EXERCISE PROMPT — All entries must be transcribed without a single difference.
┌──
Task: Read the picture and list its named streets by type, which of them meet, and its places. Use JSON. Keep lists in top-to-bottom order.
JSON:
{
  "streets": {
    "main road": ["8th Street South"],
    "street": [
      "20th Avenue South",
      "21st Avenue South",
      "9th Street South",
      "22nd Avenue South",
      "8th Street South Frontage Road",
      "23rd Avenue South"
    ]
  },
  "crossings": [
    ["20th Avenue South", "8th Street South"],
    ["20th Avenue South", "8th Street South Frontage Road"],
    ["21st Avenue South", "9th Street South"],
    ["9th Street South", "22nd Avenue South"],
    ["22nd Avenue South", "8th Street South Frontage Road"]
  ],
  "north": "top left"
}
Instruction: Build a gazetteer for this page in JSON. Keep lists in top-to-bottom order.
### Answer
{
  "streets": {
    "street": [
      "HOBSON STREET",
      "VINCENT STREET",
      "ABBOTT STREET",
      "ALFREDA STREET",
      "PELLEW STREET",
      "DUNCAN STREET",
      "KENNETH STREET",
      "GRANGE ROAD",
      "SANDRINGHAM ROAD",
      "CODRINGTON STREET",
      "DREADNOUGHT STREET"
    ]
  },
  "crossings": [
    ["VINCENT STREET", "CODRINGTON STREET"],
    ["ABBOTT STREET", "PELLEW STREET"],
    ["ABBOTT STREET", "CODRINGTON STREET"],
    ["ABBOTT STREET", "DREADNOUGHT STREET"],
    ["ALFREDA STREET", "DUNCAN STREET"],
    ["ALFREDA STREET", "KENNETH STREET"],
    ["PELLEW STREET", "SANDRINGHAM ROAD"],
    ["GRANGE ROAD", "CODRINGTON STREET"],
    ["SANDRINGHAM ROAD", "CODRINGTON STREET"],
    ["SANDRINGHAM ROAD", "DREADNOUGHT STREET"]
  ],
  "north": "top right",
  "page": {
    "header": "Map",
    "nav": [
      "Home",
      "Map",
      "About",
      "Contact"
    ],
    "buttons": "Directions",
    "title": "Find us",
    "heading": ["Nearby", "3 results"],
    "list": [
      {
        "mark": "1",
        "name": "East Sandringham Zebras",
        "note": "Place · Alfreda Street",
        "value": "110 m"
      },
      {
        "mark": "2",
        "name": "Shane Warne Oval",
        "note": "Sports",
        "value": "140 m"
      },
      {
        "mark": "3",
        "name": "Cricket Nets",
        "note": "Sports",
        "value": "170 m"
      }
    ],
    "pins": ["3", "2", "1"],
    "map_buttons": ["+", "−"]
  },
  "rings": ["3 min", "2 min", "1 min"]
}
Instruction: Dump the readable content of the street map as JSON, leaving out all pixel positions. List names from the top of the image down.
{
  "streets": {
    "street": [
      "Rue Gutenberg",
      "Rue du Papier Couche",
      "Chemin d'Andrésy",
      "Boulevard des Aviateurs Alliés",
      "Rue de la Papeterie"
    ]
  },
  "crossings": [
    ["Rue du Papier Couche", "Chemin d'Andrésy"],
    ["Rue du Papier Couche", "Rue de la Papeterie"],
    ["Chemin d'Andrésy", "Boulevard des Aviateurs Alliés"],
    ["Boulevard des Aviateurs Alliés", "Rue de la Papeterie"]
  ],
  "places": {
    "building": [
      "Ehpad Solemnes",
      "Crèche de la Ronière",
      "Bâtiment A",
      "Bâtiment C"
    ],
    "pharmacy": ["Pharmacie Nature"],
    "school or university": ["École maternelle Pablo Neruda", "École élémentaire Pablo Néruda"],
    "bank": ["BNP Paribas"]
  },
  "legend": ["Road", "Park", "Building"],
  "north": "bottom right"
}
└──
COMPLETED TASK —
Task: Read the picture and list its named streets by type, which of them meet, and its places. Use JSON. Keep lists in top-to-bottom order.
JSON:
{
  "streets": {
    "main road": ["8th Street South"],
    "street": [
      "20th Avenue South",
      "21st Avenue South",
      "9th Street South",
      "22nd Avenue South",
      "8th Street South Frontage Road",
      "23rd Avenue South"
    ]
  },
  "crossings": [
    ["20th Avenue South", "8th Street South"],
    ["20th Avenue South", "8th Street South Frontage Road"],
    ["21st Avenue South", "9th Street South"],
    ["9th Street South", "22nd Avenue South"],
    ["22nd Avenue South", "8th Street South Frontage Road"]
  ],
  "north": "top left"
}
Instruction: Build a gazetteer for this page in JSON. Keep lists in top-to-bottom order.
### Answer
{
  "streets": {
    "street": [
      "HOBSON STREET",
      "VINCENT STREET",
      "ABBOTT STREET",
      "ALFREDA STREET",
      "PELLEW STREET",
      "DUNCAN STREET",
      "KENNETH STREET",
      "GRANGE ROAD",
      "SANDRINGHAM ROAD",
      "CODRINGTON STREET",
      "DREADNOUGHT STREET"
    ]
  },
  "crossings": [
    ["VINCENT STREET", "CODRINGTON STREET"],
    ["ABBOTT STREET", "PELLEW STREET"],
    ["ABBOTT STREET", "CODRINGTON STREET"],
    ["ABBOTT STREET", "DREADNOUGHT STREET"],
    ["ALFREDA STREET", "DUNCAN STREET"],
    ["ALFREDA STREET", "KENNETH STREET"],
    ["PELLEW STREET", "SANDRINGHAM ROAD"],
    ["GRANGE ROAD", "CODRINGTON STREET"],
    ["SANDRINGHAM ROAD", "CODRINGTON STREET"],
    ["SANDRINGHAM ROAD", "DREADNOUGHT STREET"]
  ],
  "north": "top right",
  "page": {
    "header": "Map",
    "nav": [
      "Home",
      "Map",
      "About",
      "Contact"
    ],
    "buttons": "Directions",
    "title": "Find us",
    "heading": ["Nearby", "3 results"],
    "list": [
      {
        "mark": "1",
        "name": "East Sandringham Zebras",
        "note": "Place · Alfreda Street",
        "value": "110 m"
      },
      {
        "mark": "2",
        "name": "Shane Warne Oval",
        "note": "Sports",
        "value": "140 m"
      },
      {
        "mark": "3",
        "name": "Cricket Nets",
        "note": "Sports",
        "value": "170 m"
      }
    ],
    "pins": ["3", "2", "1"],
    "map_buttons": ["+", "−"]
  },
  "rings": ["3 min", "2 min", "1 min"]
}
Instruction: Dump the readable content of the street map as JSON, leaving out all pixel positions. List names from the top of the image down.
{
  "streets": {
    "street": [
      "Rue Gutenberg",
      "Rue du Papier Couche",
      "Chemin d'Andrésy",
      "Boulevard des Aviateurs Alliés",
      "Rue de la Papeterie"
    ]
  },
  "crossings": [
    ["Rue du Papier Couche", "Chemin d'Andrésy"],
    ["Rue du Papier Couche", "Rue de la Papeterie"],
    ["Chemin d'Andrésy", "Boulevard des Aviateurs Alliés"],
    ["Boulevard des Aviateurs Alliés", "Rue de la Papeterie"]
  ],
  "places": {
    "building": [
      "Ehpad Solemnes",
      "Crèche de la Ronière",
      "Bâtiment A",
      "Bâtiment C"
    ],
    "pharmacy": ["Pharmacie Nature"],
    "school or university": ["École maternelle Pablo Neruda", "École élémentaire Pablo Néruda"],
    "bank": ["BNP Paribas"]
  },
  "legend": ["Road", "Park", "Building"],
  "north": "bottom right"
}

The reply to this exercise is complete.